À peine arrivée aux manettes après le remaniement, la nouvelle ministre de l’Intérieur a enfoncé le clou. Elle a menacé de suspendre l’attribution de visas aux ressortissants des pays qui refusent ou tardent à reprendre leurs citoyens déboutés du droit d’asile au Royaume-Uni. Cette mesure de rétorsion, votée par le gouvernement conservateur précédent en 2022, n’avait jamais été mise en œuvre pour des considérations diplomatiques évidentes.

Shabana Mahmood a également remis sur le tapis le cheval de bataille des anciens gouvernements de droite et d’extrême droite concernant la Convention européenne des droits de l’homme (CEDH), en suggérant de revoir la manière dont ses décisions sont appliquées au Royaume-Uni. Rappelons qu’au début de 2024, le gouvernement conservateur de Rishi Sunak avait fait ratifier en urgence une législation spéciale, présentant les décisions des juridictions internationales comme facultatives, affirmant que « les ministres conserveront la décision de se conformer ou non aux mesures de la Cour européenne des droits de l’homme ». Le gouvernement travailliste s’inscrit donc pleinement dans cette ligne, validant encore une fois la position du parti xénophobe Reform UK, qui prévoit pour sa part de se retirer totalement de l’organisation internationale.

Le détournement des lois antiterrorisme pour criminaliser les manifestations pacifiques

La nouvelle occupante du Home Office va devoir se démener pour faire mieux que sa prédécesseure. Yvette Cooper s’est particulièrement mise en avant ces dernières semaines avec l’interdiction du groupe Palestine Action et surtout le vote d’une loi au Parlement permettant d’inculper d’association avec une organisation terroriste le simple fait de parler positivement de l’organisation.

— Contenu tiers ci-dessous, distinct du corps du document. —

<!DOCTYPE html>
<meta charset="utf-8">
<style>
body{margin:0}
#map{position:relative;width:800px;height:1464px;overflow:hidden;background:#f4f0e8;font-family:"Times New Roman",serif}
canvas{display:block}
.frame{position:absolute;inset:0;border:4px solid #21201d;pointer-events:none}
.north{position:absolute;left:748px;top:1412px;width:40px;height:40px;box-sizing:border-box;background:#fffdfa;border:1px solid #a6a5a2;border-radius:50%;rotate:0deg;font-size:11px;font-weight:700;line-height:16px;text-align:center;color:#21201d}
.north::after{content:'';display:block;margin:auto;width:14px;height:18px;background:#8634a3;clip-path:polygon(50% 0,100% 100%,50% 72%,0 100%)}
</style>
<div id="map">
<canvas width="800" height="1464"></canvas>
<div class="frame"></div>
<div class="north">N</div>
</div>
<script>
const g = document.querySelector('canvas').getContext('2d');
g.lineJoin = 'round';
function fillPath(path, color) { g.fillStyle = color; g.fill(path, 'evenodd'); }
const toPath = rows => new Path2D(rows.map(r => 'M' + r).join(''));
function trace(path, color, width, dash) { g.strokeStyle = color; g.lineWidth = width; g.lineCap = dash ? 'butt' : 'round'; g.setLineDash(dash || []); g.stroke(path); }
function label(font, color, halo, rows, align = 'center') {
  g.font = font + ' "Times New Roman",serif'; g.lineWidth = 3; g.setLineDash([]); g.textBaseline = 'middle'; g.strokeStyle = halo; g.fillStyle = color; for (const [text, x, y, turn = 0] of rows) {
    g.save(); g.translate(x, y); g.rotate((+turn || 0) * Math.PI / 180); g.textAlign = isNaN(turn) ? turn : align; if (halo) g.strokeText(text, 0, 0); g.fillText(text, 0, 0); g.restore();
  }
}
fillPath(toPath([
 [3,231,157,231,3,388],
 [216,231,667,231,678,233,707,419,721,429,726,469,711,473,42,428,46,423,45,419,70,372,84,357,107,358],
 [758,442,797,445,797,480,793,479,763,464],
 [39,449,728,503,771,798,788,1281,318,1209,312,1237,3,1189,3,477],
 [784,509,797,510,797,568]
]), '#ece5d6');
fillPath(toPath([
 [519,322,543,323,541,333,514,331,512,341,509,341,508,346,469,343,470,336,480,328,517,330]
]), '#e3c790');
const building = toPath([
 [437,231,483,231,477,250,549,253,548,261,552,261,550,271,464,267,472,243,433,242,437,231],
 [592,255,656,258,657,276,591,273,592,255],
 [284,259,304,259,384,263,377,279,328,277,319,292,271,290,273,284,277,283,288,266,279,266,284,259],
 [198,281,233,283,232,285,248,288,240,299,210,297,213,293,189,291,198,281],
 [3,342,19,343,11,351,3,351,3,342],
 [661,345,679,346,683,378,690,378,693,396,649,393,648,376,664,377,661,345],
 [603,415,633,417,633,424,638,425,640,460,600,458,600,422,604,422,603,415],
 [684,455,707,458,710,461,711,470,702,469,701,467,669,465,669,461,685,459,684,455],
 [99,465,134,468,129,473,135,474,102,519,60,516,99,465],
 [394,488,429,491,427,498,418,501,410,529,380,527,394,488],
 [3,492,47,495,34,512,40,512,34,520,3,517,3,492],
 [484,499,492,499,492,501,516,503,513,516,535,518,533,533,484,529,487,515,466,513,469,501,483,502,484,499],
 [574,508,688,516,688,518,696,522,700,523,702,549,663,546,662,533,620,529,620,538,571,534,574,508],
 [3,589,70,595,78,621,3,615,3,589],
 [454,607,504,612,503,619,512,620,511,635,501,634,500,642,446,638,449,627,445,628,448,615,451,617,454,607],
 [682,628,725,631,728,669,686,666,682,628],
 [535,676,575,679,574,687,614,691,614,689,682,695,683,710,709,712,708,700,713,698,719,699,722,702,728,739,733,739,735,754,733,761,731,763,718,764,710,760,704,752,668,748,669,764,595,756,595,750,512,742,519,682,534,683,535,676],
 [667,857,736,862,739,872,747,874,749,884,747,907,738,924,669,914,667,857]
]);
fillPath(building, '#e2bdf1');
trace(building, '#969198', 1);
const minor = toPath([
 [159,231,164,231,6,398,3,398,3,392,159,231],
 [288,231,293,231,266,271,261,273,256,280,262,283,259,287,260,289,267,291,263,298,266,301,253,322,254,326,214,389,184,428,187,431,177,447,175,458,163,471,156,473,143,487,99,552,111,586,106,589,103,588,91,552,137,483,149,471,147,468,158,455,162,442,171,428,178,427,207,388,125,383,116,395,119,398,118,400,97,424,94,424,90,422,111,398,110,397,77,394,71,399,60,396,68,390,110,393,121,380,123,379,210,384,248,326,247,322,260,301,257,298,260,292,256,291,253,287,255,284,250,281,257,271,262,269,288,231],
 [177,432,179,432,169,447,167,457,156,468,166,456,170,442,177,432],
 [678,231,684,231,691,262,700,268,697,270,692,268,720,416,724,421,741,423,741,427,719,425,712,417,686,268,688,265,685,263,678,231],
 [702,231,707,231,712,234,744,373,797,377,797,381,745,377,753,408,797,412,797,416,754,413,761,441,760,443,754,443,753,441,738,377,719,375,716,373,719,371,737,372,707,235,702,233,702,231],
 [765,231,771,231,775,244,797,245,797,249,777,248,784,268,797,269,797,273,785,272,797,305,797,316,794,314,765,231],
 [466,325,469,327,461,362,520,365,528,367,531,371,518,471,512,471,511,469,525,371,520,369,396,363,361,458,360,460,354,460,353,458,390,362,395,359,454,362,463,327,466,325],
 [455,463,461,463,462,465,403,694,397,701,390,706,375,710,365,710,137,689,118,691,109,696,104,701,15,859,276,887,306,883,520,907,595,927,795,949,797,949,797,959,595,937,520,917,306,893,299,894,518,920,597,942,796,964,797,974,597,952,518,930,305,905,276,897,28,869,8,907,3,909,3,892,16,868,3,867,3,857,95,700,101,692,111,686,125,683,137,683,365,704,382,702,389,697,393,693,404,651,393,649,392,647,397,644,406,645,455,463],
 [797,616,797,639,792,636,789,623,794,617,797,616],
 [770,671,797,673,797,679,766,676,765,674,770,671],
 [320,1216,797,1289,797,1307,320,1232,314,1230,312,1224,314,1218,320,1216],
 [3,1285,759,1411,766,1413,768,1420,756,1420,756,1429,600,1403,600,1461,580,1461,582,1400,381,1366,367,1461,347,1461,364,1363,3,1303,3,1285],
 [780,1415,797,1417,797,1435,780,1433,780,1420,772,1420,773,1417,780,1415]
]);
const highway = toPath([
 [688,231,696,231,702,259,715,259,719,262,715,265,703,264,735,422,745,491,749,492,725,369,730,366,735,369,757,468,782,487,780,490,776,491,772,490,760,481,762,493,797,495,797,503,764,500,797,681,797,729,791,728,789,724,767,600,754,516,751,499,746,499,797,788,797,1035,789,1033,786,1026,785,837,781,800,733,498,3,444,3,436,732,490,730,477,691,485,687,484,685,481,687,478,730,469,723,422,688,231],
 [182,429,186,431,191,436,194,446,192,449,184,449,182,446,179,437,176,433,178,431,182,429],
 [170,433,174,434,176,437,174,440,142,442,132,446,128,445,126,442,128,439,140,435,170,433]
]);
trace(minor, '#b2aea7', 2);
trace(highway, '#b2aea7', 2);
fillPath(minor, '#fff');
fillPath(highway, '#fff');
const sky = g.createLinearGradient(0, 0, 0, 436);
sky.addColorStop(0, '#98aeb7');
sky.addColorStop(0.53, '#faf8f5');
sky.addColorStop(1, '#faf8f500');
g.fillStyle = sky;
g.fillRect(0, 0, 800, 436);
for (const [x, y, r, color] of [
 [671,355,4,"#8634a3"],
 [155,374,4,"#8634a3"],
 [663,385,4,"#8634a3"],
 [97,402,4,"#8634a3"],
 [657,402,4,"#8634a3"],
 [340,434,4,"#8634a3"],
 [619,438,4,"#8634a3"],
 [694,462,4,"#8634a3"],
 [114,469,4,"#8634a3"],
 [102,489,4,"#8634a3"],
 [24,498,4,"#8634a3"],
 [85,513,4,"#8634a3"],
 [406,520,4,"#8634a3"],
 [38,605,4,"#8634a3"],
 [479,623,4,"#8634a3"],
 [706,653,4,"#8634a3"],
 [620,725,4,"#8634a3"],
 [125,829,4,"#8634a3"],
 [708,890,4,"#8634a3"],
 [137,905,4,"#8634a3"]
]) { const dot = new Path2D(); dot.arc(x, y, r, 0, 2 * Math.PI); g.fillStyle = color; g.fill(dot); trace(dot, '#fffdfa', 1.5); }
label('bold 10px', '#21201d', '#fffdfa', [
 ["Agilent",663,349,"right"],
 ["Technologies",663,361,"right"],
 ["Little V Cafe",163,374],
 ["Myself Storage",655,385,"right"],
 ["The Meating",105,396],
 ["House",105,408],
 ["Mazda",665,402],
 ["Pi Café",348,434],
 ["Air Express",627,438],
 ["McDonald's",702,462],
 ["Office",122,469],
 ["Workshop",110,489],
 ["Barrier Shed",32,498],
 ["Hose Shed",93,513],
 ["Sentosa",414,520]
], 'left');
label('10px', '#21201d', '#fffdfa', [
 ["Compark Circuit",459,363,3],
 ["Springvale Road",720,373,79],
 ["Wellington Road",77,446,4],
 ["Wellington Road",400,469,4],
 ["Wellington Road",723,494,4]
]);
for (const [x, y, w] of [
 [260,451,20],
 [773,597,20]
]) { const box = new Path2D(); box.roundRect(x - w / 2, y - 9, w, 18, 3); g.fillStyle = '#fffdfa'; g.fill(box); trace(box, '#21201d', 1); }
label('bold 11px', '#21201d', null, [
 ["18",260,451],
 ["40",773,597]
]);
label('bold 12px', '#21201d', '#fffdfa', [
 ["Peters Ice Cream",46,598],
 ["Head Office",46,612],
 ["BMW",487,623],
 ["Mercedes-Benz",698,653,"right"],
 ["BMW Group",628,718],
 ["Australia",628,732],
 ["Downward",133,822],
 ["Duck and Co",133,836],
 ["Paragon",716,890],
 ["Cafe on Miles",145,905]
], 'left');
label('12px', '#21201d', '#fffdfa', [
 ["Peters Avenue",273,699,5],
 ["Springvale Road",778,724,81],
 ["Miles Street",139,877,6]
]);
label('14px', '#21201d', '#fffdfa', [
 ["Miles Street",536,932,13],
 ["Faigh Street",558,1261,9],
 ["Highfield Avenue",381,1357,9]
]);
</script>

Fondé en juillet 2020, le groupe activiste Palestine Action se concentre sur la « désobéissance directe » pour dénoncer la complicité britannique dans la politique d’Israël envers les territoires palestiniens. Ses actions visent principalement des entreprises liées à l’armement israélien, à travers des occupations, blocages, actes de vandalisme, jets de peinture rouge ou intrusions sur des sites militaires. Parmi leurs actions récentes les plus marquantes : l’occupation du toit d’une usine de drones à Leicester en 2021 et l’effraction dans une autre usine similaire en 2022.

Mais tout bascule le 20 juin 2025, lorsque deux activistes pénètrent (en trottinette !) sur une base de la Royal Air Force et aspergent d’aérosols de peinture rouge deux avions utilisés pour des vols de surveillance au-dessus de Gaza. Plutôt que de les poursuivre pour dommages matériels, comme cela se fait habituellement, le gouvernement choisit d’appliquer la législation antiterroriste pour proscrire Palestine Action, le plaçant sur le même plan qu’Al-Qaïda ou l’État islamique.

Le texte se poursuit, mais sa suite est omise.